Filter the entries below down to the lines that hold "Sandgrube".

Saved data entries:

---

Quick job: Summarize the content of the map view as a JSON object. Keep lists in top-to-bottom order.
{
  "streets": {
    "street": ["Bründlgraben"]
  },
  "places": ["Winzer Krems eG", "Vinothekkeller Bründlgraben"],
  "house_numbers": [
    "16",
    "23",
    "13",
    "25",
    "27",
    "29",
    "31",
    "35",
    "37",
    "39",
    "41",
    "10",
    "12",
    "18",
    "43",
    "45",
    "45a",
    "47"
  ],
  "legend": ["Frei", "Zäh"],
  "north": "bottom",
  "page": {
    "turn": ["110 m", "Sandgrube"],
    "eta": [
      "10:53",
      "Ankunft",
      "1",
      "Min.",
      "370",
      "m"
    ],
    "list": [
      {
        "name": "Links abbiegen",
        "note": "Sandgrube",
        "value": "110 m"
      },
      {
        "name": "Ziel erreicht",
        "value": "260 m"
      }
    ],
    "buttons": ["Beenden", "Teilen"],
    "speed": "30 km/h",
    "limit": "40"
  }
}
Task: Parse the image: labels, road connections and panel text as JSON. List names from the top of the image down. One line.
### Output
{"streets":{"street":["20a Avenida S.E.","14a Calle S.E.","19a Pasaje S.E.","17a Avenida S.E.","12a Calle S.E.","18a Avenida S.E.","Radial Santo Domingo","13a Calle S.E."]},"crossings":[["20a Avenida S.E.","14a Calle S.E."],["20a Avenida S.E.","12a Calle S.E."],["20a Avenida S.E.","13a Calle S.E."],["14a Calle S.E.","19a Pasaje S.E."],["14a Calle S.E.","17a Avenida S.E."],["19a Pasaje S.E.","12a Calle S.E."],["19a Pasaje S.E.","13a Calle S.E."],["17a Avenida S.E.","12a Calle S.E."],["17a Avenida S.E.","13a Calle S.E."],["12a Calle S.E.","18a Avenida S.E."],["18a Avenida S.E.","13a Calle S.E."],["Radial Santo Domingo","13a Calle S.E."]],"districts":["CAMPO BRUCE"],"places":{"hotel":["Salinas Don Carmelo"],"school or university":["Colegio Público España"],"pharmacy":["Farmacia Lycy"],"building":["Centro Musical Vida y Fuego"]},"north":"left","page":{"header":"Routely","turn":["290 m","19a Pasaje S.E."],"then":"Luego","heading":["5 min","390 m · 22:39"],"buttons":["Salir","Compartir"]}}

---

» ANSWER SPACE
    "turn": ["110 m", "Sandgrube"],
        "note": "Sandgrube",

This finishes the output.